• Question: Has Any Of Your Research Changed The Way That You Think Of Ways Of Life? If So How?

    Asked by joxxx to James, Marcus, Martin, Rob, Suzanne on 20 Mar 2012.
    • Photo: Marcus Gallagher-Jones

      Marcus Gallagher-Jones answered on 20 Mar 2012:

      I suppose it did a bit. The first time I found out about proteins and how they function within the body my mind was fairly blown. It does put a whole new perspective on how the body functions and the amazing complexity of the system.

    • Photo: Suzanne McEndoo

      Suzanne McEndoo answered on 20 Mar 2012:

      I think being a scientist has changed the way I think. It’s made me much more precise, so my sentences tend to involve more subclauses, and hence commas, and clarifications. 😛 In maths in particular, you have to be precise.

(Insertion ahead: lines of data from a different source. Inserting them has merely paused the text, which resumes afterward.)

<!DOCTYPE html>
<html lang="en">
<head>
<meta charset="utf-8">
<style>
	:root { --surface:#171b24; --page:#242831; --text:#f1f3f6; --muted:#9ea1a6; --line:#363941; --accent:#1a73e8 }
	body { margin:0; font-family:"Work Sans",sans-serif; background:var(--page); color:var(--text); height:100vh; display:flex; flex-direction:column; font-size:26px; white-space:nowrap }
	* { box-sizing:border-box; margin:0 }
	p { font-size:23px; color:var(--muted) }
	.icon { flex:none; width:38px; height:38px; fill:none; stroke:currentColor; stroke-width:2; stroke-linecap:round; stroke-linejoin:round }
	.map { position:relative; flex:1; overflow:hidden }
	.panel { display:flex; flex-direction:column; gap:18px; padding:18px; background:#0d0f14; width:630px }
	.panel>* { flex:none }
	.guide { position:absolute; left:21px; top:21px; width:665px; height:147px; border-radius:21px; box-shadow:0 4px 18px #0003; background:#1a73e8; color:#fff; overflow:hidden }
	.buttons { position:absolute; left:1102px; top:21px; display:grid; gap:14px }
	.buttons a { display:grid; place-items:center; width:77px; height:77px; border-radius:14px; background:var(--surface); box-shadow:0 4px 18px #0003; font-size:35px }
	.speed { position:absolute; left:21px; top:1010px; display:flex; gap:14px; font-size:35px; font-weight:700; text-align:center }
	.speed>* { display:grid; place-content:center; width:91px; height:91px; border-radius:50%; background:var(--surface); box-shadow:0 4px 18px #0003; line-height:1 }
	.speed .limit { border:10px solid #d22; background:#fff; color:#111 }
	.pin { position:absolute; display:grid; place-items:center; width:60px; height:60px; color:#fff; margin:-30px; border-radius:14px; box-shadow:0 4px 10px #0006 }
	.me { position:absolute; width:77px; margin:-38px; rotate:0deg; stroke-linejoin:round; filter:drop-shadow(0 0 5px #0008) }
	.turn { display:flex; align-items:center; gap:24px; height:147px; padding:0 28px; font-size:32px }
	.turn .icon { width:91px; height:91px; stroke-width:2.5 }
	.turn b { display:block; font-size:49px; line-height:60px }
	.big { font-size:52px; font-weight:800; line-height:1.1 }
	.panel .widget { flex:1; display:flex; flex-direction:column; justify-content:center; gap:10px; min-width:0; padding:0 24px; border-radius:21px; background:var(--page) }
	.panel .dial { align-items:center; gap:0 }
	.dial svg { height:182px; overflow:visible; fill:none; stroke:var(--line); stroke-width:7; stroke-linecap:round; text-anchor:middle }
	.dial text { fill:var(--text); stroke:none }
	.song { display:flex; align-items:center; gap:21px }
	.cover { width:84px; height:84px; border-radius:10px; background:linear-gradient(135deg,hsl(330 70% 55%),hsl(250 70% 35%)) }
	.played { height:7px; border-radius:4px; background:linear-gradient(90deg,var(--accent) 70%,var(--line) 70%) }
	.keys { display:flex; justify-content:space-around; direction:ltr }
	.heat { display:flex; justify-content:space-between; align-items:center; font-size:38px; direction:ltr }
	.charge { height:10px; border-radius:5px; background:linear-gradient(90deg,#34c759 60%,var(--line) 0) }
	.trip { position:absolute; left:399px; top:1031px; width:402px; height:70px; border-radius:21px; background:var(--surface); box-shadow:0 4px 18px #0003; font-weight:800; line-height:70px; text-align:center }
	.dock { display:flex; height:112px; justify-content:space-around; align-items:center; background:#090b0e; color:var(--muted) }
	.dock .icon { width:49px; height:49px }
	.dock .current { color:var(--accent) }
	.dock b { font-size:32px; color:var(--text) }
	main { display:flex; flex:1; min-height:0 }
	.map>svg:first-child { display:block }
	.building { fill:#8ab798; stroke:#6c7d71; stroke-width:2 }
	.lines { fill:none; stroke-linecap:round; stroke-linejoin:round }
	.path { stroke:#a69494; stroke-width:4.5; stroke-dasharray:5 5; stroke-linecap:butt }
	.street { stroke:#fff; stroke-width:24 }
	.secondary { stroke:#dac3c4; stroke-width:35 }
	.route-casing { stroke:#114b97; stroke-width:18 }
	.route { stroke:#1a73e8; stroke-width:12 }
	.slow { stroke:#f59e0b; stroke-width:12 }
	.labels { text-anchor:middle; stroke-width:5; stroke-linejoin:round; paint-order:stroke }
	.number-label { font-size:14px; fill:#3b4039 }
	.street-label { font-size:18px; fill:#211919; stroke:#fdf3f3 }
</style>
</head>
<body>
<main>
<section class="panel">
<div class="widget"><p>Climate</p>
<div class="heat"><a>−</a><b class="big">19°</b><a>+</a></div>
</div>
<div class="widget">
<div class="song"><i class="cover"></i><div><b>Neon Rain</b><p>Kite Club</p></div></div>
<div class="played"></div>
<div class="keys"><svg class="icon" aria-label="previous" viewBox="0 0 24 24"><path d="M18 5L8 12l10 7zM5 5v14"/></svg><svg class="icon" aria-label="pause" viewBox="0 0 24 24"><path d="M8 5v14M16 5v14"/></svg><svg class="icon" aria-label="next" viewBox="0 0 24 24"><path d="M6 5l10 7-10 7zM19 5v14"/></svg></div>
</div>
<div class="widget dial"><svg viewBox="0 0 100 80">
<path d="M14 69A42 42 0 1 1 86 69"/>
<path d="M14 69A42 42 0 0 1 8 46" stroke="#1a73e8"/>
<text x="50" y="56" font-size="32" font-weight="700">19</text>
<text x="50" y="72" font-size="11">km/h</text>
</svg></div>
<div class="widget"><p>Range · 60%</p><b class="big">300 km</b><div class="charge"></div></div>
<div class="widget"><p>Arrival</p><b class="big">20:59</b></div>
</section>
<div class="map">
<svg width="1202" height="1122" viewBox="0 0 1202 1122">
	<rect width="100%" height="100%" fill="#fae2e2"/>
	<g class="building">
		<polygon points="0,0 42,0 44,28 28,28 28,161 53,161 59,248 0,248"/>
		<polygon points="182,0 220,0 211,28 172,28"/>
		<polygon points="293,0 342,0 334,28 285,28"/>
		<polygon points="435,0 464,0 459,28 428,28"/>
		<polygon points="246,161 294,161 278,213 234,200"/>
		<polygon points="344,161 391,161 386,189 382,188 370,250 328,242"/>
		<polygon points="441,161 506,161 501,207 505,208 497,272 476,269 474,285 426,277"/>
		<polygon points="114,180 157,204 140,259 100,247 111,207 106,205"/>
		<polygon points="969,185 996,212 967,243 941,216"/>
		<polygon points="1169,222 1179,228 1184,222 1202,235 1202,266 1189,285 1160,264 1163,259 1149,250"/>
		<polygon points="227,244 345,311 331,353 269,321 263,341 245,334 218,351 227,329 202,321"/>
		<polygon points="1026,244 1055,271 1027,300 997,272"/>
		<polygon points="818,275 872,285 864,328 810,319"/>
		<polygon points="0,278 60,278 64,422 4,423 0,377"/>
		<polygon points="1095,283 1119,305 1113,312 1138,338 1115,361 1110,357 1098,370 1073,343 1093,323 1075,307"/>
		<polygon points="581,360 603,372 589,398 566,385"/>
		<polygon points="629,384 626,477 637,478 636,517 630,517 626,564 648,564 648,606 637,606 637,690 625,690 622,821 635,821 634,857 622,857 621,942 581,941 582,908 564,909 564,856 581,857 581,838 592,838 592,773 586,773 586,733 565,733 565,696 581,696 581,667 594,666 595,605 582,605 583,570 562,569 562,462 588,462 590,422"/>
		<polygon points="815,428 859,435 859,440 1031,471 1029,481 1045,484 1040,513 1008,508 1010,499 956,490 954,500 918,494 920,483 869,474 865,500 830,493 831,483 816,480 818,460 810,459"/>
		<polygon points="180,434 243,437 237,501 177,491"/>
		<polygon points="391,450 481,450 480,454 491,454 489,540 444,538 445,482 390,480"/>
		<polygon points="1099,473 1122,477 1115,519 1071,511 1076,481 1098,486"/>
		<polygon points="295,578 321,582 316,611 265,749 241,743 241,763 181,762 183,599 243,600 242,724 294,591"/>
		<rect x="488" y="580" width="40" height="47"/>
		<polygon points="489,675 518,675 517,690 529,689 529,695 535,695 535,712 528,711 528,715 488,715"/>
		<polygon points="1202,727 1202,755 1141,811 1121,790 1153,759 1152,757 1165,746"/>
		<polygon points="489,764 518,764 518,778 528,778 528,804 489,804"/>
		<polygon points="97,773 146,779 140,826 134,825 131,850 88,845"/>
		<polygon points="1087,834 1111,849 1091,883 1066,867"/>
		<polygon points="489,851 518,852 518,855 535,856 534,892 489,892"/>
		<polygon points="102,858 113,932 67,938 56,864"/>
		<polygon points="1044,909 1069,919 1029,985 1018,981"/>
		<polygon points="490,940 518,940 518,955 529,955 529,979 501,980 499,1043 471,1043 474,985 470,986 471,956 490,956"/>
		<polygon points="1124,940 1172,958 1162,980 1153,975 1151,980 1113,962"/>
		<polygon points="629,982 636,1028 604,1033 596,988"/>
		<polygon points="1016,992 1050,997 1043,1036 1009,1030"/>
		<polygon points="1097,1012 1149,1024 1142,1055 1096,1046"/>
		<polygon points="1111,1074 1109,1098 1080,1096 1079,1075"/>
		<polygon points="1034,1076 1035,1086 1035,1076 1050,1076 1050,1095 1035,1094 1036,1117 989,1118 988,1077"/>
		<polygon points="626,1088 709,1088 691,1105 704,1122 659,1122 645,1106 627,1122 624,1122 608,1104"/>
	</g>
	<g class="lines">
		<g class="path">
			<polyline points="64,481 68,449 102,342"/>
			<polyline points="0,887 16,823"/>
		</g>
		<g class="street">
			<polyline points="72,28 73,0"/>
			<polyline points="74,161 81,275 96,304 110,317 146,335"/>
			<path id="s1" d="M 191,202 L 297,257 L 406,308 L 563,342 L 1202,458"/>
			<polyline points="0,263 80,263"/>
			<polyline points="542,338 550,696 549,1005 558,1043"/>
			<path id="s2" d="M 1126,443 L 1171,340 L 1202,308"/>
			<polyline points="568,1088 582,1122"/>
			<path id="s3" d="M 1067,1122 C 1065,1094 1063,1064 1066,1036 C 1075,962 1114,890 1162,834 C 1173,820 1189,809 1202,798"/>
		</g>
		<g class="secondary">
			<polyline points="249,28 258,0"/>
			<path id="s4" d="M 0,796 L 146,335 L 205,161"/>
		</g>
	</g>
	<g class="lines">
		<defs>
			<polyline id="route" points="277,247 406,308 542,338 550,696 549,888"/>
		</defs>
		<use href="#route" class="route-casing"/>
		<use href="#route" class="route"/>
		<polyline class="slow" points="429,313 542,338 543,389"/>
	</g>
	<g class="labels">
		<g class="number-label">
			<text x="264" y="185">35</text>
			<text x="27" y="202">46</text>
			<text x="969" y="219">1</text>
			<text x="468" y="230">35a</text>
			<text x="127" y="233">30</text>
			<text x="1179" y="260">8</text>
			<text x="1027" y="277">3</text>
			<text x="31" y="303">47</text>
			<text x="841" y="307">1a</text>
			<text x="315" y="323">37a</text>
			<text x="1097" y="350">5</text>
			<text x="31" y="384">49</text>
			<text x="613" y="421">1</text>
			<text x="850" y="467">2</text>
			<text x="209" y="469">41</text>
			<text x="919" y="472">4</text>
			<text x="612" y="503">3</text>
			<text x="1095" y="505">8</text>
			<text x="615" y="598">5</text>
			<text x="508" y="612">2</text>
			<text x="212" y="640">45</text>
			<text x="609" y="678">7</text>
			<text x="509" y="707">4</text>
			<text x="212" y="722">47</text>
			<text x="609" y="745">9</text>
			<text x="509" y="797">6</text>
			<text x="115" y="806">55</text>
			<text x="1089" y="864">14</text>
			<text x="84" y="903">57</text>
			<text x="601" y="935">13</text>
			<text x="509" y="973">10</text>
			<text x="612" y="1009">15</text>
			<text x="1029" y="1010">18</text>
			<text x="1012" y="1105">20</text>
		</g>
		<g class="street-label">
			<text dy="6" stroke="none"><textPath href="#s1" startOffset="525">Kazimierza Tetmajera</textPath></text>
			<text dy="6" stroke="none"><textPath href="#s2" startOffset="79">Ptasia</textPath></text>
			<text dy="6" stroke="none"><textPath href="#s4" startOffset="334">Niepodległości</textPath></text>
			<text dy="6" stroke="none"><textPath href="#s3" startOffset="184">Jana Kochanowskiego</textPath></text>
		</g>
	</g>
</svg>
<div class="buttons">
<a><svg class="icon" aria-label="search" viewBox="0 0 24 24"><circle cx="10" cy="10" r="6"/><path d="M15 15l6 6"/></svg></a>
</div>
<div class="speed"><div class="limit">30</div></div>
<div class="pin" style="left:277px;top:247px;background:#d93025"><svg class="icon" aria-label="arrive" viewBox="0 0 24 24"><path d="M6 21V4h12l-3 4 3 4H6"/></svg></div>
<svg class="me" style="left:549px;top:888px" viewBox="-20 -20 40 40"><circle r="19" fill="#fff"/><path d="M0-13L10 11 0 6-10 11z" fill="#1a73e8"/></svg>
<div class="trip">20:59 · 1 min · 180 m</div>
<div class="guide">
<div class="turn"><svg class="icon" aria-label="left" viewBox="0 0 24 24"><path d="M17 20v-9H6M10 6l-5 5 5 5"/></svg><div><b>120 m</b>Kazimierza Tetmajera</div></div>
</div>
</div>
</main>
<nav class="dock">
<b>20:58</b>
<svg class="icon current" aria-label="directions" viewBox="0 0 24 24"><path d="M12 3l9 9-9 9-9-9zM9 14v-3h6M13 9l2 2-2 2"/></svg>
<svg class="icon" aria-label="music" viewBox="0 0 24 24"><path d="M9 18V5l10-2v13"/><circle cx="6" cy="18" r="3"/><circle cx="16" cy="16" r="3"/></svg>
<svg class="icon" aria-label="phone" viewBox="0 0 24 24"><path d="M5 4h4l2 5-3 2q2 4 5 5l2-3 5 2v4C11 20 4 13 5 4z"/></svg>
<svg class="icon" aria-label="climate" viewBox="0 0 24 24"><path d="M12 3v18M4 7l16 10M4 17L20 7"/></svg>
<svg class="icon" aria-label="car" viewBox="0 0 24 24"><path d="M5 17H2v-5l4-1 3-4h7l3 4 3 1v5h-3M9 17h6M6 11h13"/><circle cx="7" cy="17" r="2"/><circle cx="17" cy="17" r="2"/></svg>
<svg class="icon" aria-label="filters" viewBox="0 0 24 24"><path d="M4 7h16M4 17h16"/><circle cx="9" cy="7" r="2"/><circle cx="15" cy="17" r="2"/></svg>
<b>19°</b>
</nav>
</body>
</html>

Something happening for all cases is a very different thing from it only happening in some cases, or just knowing there exists somewhere a case where it happens. It also makes you think a lot about assumptions that are made, and how things change when you change assumptions.

      It’s also great to come across (to steal Marcus’ phrase) mind blowing discoveries. Like the fact that some plants might be using quantum physics for photosynthesis. This basically means that nature has already invented a small, very specialised quantum computer!

    • Photo: Martin Zaltz Austwick

      Martin Zaltz Austwick answered on 20 Mar 2012:

      It’s helping me to understand the way that people live together, and how cities work. It’s very complicated, it turns out…

    • Photo: Robert Thompson

      Robert Thompson answered on 20 Mar 2012:

      I don’t think so really. My research looks at how tiny molecules react with light and the environment. This doesn’t really impact on life as we know it. Working in a university means I interact with people doing amazing research everyday though. Some of the things I find out on a weekly basis really do blow my mind and I love that.